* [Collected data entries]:
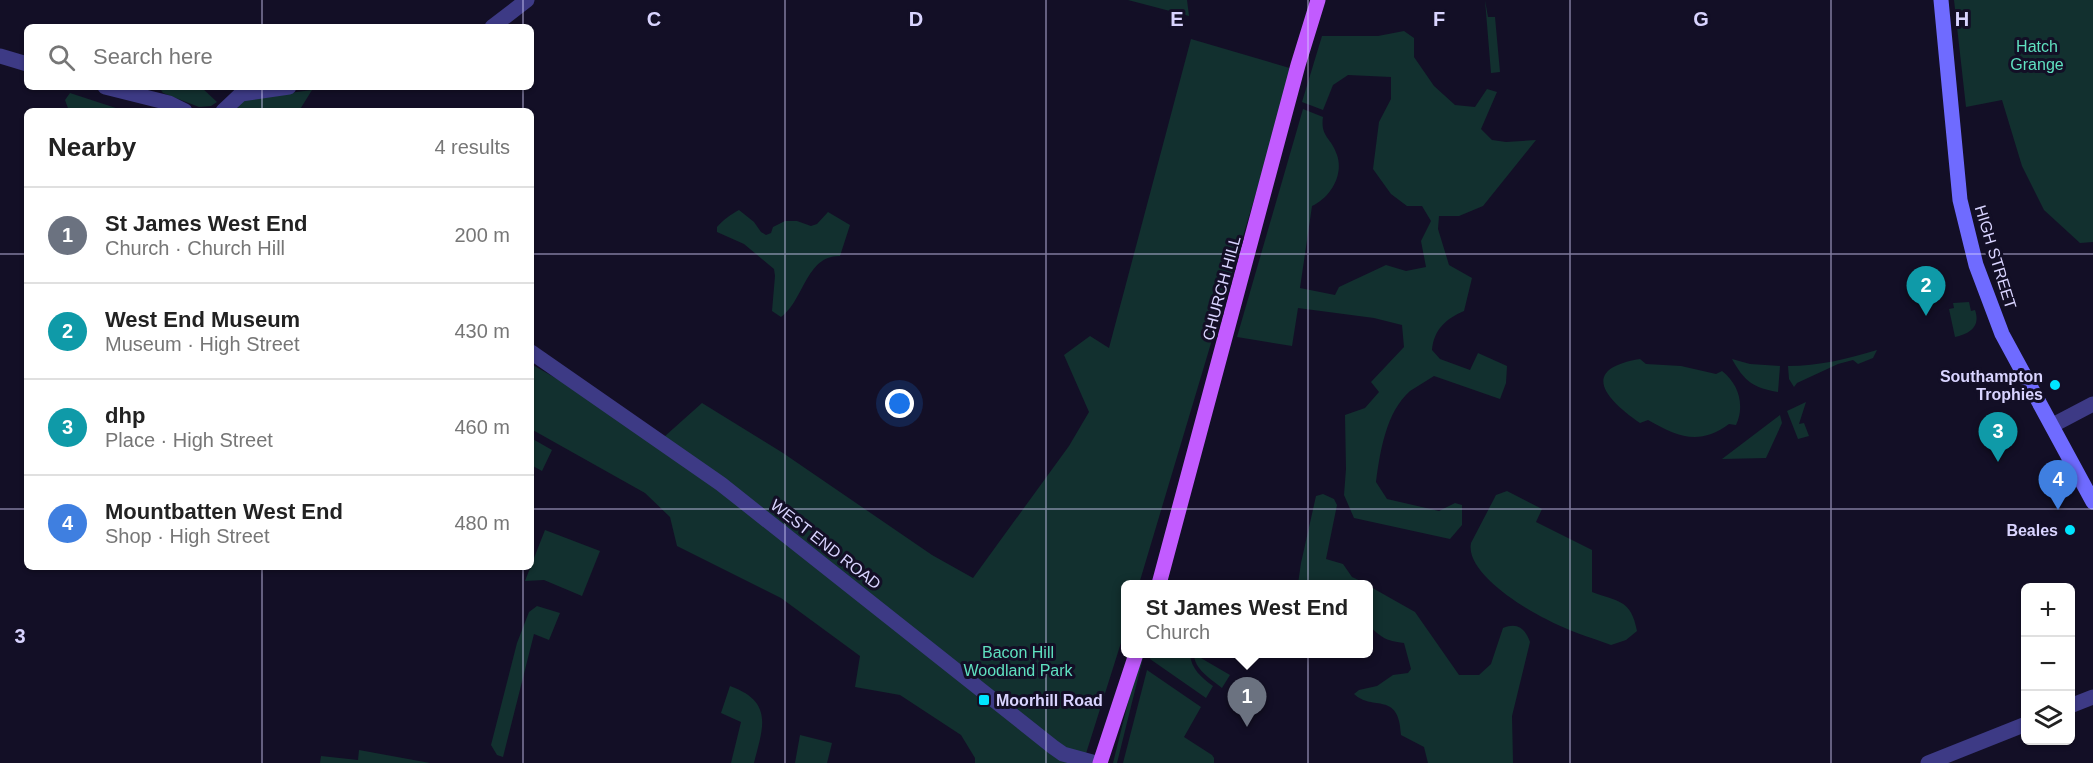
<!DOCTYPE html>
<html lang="en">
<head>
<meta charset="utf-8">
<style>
  :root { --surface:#fff; --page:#f6f6f6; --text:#222; --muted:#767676; --line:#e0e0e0; --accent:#2563eb }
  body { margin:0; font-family:Arial,sans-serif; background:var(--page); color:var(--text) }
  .controls { position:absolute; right:18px; bottom:18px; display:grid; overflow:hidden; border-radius:9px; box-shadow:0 2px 4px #0004 }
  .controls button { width:54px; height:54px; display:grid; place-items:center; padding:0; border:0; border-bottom:2px solid var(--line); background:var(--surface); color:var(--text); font:30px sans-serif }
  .you { position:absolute; left:900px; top:404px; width:21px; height:21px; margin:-15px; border:4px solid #fff; border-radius:50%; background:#1a73e8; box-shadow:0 0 0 9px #1a73e833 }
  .badge { display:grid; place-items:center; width:39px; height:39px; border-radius:50%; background:var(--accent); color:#fff; font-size:20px; font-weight:700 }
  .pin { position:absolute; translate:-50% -50px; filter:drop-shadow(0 2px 3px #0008) }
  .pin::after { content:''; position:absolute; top:32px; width:21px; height:18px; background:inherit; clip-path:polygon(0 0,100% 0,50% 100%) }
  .popup { position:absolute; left:1121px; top:580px; width:252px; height:78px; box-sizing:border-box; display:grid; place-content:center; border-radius:9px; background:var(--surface); filter:drop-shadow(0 2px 4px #0005); font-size:20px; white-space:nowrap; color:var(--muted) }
  .popup b { font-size:22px; color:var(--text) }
  .popup::after { content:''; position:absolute; left:50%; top:100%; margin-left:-12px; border:12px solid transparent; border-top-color:var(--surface) }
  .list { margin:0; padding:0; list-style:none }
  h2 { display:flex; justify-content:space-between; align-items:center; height:78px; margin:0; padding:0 24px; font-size:26px }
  h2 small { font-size:20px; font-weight:400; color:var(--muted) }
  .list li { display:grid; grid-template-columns:39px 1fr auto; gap:18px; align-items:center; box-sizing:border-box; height:96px; padding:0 24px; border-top:2px solid var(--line) }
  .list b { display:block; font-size:22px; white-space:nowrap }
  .list p { margin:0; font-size:20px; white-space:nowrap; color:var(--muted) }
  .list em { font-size:20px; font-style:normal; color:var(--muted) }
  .icon { flex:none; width:33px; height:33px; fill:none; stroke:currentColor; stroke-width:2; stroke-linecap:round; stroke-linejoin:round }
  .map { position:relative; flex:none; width:2093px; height:763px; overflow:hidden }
  .search { position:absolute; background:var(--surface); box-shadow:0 2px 4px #0004; left:24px; top:24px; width:510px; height:66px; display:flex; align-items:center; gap:15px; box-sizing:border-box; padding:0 21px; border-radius:9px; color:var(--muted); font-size:22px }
  .panel { position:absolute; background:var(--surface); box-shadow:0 2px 4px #0004; left:24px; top:108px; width:510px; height:462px; border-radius:9px }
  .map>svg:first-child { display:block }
  .green { fill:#12302f }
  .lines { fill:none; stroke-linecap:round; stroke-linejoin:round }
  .tertiary { stroke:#3d3a85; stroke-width:15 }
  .secondary { stroke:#6f6bff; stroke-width:15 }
  .primary { stroke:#c25bff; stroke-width:15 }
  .grid { fill:none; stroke:#d9d4ff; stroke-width:1.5; stroke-opacity:0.55 }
  .poi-dot { fill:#00e5ff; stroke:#130f26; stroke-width:2 }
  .labels { text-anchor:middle; stroke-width:6; stroke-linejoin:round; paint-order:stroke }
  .park-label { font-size:16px; fill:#5fe0c0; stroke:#130f26 }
  .street-label { font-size:16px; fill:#d9d4ff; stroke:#130f26 }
  .poi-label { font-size:16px; font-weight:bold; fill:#d9d4ff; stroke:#130f26; text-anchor:end }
  .grid-label { font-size:20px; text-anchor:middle; font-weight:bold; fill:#d9d4ff; stroke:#130f26; stroke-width:6; stroke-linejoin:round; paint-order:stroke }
</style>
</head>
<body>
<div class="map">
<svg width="2093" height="763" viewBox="0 0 2093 763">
  <rect width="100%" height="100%" fill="#130f26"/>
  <path class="green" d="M 1128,0 L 1187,0 L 1189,16 Z
    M 1485,0 L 1488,17 L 1495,17 L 1500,72 L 1491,73 Z
    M 1954,0 L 2093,0 L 2093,242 L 2080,243 L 2044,210 L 2022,166 L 2002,100 L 1966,107 Z
    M 1404,31 L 1414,38 L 1414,57 L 1434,86 L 1455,105 L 1475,107 L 1487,89 L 1497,92 L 1481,129 L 1492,140 L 1506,142 L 1536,140 L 1483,206 L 1459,216 L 1439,216 L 1438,229 L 1449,265 L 1472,278 L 1464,311 C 1446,319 1434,329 1432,350 L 1440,359 L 1470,370 L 1478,353 L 1507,366 L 1506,383 L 1500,399 L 1434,376 C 1426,381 1418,386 1410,391 C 1386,412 1380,452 1376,482 L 1387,499 L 1439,511 L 1455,503 L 1462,505 L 1462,525 L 1450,539 L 1354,518 L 1344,495 L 1346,469 L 1345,415 L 1365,408 L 1379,392 L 1371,382 L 1404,347 L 1402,325 L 1374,318 L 1298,308 L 1292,346 L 1237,337 L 1303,109 L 1323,117 C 1320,137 1332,138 1337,155 C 1344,175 1330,198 1312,206 L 1300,288 L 1335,295 L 1339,287 L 1386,265 L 1406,271 L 1426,267 L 1421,241 L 1431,221 L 1422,206 L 1407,206 L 1391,194 L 1373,169 L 1379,122 L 1391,99 L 1391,77 L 1348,75 L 1333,85 L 1323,110 L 1302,102 L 1322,36 L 1378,36 Z
    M 1191,39 L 1293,69 L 1139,584 L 1126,584 L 1125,630 L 1083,763 L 975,763 L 975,758 L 961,735 L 900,695 L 855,687 L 860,656 L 781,598 L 677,546 L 670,517 L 645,493 L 531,429 L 531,364 L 594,400 L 655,445 L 702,403 L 783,453 L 932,555 L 973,578 L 1069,446 L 1089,412 L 1064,355 L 1090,336 L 1109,348 Z
    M 159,87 L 201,87 L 217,102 L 211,106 L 199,107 L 163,93 Z
    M 312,90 L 299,111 L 236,111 L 243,99 Z
    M 70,93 L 125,111 L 69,111 L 65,100 Z
    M 739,210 L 754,222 L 761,232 L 766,235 L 771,233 L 773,227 L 785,221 L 797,221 L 811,226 L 817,224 L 828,212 L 850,225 L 840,256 C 806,255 804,301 781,317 L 772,311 L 775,276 L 774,269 L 744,244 L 717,232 L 717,227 C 724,219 730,215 739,210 Z
    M 1969,302 L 1971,311 L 1975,310 C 1981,327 1969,334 1955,337 L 1949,309 L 1954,308 L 1953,303 Z
    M 1877,350 L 1873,358 L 1858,364 L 1853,360 L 1838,364 L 1797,383 L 1794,387 L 1789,379 L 1788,366 C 1819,366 1847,359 1877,350 Z
    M 1640,359 L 1646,364 L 1681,366 L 1716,374 L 1722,371 C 1739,384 1745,406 1736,425 L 1729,424 C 1699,446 1678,437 1648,420 L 1640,423 C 1605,399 1579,369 1640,359 Z
    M 1732,359 L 1750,364 L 1780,366 L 1778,392 C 1753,388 1744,381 1732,359 Z
    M 1806,402 L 1799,424 L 1804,423 L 1809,436 L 1798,439 L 1787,411 Z
    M 1780,415 L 1782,423 L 1766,458 L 1722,459 Z
    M 531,438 L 552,450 L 542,471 L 531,465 Z
    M 1507,491 L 1542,509 L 1536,522 L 1592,550 L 1592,592 C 1618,602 1631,599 1637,631 L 1626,640 L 1611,645 C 1589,637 1566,630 1546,619 C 1523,608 1465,572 1471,543 L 1496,495 Z
    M 1323,494 L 1334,499 L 1337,505 L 1326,559 L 1343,564 L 1352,577 L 1367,584 L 1298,584 L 1301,563 L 1316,496 Z
    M 545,530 L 600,551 L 582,596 L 544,580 L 525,581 Z
    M 1369,586 L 1415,612 L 1459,675 L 1479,675 L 1491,664 L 1503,628 C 1517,622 1525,628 1530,642 L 1512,716 L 1513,763 L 1428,763 L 1424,747 L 1401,735 C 1399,690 1373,712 1354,694 L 1359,690 L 1377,686 L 1393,675 L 1408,673 L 1411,669 L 1404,643 C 1384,640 1384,639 1369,626 Z
    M 537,606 L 560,613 L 549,640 L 534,634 L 503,757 L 497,755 L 491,745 L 517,643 L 529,612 Z
    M 1140,654 L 1144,654 L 1117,763 L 1113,763 Z
    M 1151,654 L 1190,654 C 1191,669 1202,678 1213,686 L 1206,698 L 1150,659 Z
    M 1194,654 L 1230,675 L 1222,688 C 1211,679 1194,669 1194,654 Z
    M 1147,670 L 1201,707 L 1184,737 L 1212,755 L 1214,758 L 1214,763 L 1123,763 Z
    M 730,686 C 774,702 763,727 754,763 L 731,763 L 741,722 L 721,713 Z
    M 800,735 L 832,743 L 827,763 L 795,763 Z
    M 359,750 L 430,763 L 320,763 L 321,756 L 358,760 Z"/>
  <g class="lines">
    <path class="tertiary" d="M 492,27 L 527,0
      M 0,56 L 27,64
      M 105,87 L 169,103 L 185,111
      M 223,111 L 241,94 L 289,87
      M 531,352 L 721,484 L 1053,747 L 1063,754 L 1096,763
      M 2053,425 L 2093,404
      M 2070,706 L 2093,697
      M 1928,763 L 2026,724"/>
    <path class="secondary" d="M 1941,0 L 1960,200 L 1976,265 L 2002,334 L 2093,502"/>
    <path class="primary" d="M 1159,584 L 1298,65 L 1318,0
      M 1100,763 L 1136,654"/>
  </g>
  <path class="grid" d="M 262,0 L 262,27M 523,0 L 523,27M 785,0 L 785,763M 1046,0 L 1046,763M 1308,0 L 1308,763M 1570,0 L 1570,763M 1831,0 L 1831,763M 262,87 L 262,111M 523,87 L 523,111M 0,254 L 27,254M 531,254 L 2093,254M 0,509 L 27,509M 531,509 L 2093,509M 262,567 L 262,763M 523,567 L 523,763"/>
  <g class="poi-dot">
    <circle cx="2055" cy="385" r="6"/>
    <circle cx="2070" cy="530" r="6"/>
    <rect x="978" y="694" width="12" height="12" rx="3"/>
  </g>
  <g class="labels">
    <g class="park-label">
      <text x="2037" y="52">Hatch<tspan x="2037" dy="18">Grange</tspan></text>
      <text x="1018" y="658">Bacon Hill<tspan x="1018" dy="18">Woodland Park</tspan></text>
    </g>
    <g class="street-label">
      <text transform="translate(1996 257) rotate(73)" y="6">HIGH STREET</text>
      <text transform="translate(1221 288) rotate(-75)" y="6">CHURCH HILL</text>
      <text transform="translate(826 544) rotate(38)" y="6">WEST END ROAD</text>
    </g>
    <g class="poi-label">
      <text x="2043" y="382">Southampton<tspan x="2043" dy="18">Trophies</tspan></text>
      <text x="2058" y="536">Beales</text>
      <text x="996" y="706" text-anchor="start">Moorhill Road</text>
    </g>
  </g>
  <g class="grid-label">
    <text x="654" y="26">C</text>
    <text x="916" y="26">D</text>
    <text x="1177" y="26">E</text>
    <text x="1439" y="26">F</text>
    <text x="1701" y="26">G</text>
    <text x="1962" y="26">H</text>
    <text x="20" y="643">3</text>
  </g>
</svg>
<div class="controls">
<button>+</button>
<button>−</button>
<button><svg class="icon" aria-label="layers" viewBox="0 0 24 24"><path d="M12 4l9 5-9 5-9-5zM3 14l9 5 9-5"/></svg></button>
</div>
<div class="you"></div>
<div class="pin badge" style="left:1247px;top:727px;background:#6b7280">1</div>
<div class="popup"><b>St James West End</b>Church</div>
<div class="pin badge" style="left:1926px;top:316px;background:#0f9aa8">2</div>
<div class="pin badge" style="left:1998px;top:462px;background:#0f9aa8">3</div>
<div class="pin badge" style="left:2058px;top:510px;background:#3f7fe0">4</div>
<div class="search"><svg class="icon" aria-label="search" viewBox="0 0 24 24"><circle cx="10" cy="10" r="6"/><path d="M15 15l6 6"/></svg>Search here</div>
<section class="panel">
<h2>Nearby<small>4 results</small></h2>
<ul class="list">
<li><span class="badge" style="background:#6b7280">1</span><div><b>St James West End</b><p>Church · Church Hill</p></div><em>200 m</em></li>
<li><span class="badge" style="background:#0f9aa8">2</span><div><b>West End Museum</b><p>Museum · High Street</p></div><em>430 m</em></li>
<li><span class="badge" style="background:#0f9aa8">3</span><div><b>dhp</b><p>Place · High Street</p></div><em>460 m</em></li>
<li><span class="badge" style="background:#3f7fe0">4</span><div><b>Mountbatten West End</b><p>Shop · High Street</p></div><em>480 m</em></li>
</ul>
</section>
</div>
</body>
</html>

* [DIRECTIONS FOR THIS TASK]: Begin at the first line of the records. Print every line through the one containing "margin:0; font-family:Arial,sans-serif; background:var(--page);" exactly, but skip the pictures.

* [RESULT BELOW]:
<!DOCTYPE html>
<html lang="en">
<head>
<meta charset="utf-8">
<style>
  :root { --surface:#fff; --page:#f6f6f6; --text:#222; --muted:#767676; --line:#e0e0e0; --accent:#2563eb }
  body { margin:0; font-family:Arial,sans-serif; background:var(--page); color:var(--text) }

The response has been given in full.